### PROBLEM
Keyword search on "symbols": report each line of the records that contains it.

----

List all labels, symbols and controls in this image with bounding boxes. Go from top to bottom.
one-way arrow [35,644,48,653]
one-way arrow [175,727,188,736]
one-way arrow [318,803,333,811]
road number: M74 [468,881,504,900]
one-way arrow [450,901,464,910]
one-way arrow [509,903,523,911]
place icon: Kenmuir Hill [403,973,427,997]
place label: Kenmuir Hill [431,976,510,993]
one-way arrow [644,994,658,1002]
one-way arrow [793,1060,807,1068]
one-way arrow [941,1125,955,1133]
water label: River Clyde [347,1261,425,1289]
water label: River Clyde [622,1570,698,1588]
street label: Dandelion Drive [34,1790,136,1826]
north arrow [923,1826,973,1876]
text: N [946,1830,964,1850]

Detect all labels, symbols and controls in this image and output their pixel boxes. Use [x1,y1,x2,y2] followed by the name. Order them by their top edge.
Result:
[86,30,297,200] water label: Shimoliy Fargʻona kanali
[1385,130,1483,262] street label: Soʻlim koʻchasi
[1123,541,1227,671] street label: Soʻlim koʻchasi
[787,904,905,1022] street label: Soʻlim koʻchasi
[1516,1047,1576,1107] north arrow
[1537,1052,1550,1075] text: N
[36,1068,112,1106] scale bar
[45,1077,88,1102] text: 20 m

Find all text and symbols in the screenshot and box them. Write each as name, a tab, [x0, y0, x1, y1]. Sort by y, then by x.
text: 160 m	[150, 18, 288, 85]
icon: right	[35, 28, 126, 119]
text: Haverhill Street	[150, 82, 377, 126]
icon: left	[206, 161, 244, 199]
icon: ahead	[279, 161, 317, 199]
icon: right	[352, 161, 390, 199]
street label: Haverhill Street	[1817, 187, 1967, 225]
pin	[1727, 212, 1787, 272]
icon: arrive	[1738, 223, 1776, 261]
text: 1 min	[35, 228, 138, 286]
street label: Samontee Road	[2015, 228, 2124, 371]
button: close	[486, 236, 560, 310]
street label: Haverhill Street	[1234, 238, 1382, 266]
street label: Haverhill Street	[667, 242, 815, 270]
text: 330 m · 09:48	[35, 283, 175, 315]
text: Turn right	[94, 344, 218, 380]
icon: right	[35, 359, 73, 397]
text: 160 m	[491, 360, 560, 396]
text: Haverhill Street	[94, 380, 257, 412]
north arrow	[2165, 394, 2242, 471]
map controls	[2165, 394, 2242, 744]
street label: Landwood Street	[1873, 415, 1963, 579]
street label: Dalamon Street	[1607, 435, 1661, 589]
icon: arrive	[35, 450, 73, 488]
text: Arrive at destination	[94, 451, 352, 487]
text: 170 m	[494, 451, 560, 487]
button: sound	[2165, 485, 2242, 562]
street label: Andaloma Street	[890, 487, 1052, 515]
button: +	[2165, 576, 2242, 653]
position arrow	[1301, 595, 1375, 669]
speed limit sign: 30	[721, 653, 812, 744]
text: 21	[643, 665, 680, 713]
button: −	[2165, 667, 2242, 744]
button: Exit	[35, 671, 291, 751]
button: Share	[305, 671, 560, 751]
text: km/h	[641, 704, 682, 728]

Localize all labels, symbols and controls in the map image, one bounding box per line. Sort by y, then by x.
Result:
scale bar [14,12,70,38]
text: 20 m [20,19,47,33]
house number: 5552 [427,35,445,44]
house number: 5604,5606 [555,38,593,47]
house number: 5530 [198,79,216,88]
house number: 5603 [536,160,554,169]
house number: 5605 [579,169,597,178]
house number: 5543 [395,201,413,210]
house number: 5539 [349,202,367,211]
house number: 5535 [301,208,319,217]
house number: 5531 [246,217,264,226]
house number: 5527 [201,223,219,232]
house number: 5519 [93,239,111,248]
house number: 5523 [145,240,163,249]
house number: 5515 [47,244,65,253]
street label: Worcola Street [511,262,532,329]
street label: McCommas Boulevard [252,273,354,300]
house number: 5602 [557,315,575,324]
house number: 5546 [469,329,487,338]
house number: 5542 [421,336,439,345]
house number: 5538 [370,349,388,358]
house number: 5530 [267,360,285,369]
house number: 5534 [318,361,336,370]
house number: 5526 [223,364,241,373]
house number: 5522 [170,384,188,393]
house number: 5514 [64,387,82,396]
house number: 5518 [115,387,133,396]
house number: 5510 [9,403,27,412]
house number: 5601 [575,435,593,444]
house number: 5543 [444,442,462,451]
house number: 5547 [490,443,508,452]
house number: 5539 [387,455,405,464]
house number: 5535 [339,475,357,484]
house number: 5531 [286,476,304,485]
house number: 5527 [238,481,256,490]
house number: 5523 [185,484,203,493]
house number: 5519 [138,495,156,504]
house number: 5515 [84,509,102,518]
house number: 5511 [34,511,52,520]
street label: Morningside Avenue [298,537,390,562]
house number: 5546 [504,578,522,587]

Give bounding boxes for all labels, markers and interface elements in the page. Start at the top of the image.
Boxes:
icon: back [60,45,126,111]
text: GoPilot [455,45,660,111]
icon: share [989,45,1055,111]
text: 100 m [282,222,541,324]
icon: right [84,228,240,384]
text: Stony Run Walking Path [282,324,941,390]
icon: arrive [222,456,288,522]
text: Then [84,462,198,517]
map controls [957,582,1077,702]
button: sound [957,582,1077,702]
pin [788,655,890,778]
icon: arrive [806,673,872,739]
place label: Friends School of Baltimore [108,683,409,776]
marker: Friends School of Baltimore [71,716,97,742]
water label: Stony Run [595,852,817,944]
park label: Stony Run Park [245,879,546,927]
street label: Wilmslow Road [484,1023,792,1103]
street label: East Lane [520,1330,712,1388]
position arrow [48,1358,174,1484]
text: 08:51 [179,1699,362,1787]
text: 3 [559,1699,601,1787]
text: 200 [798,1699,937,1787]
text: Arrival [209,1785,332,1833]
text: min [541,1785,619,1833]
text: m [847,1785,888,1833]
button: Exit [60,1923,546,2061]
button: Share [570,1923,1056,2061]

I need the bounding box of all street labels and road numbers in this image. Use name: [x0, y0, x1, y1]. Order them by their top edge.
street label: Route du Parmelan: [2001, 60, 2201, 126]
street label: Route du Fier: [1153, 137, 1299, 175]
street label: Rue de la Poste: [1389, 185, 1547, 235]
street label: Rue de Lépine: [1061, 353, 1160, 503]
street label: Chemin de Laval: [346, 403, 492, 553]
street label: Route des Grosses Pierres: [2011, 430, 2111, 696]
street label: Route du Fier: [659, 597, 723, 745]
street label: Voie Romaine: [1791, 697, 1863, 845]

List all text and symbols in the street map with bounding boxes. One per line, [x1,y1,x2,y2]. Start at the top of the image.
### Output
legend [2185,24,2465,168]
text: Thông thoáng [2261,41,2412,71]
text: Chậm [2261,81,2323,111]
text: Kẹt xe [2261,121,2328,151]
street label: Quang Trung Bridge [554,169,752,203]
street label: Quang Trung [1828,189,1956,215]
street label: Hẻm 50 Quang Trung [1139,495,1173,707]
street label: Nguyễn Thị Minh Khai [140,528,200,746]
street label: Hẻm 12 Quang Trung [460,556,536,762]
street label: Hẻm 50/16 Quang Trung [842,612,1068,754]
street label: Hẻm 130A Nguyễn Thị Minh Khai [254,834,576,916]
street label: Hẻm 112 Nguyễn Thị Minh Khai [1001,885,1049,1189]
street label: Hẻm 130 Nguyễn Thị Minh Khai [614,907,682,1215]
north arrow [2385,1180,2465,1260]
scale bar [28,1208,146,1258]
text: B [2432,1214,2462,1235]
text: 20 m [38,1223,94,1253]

----

### ANSWER TO THIS EXERCISE
List all labels, symbols and controls in this image with bounding boxes. Go from top to bottom.
Detect all labels, symbols and controls in this image and output their pixel boxes. Use [x1,y1,x2,y2] followed by the name. Order them by their top edge.
Find all text and symbols in the screenshot and box them. Write each as name, a tab, [x0, y0, x1, y1]. Sort by y, then by x.
Localize all labels, symbols and controls in the map image, one bounding box per line. Sort by y, then by x.
List all text and symbols in the street map with bounding boxes. One per line, [x1,y1,x2,y2]. Start at the top of the image.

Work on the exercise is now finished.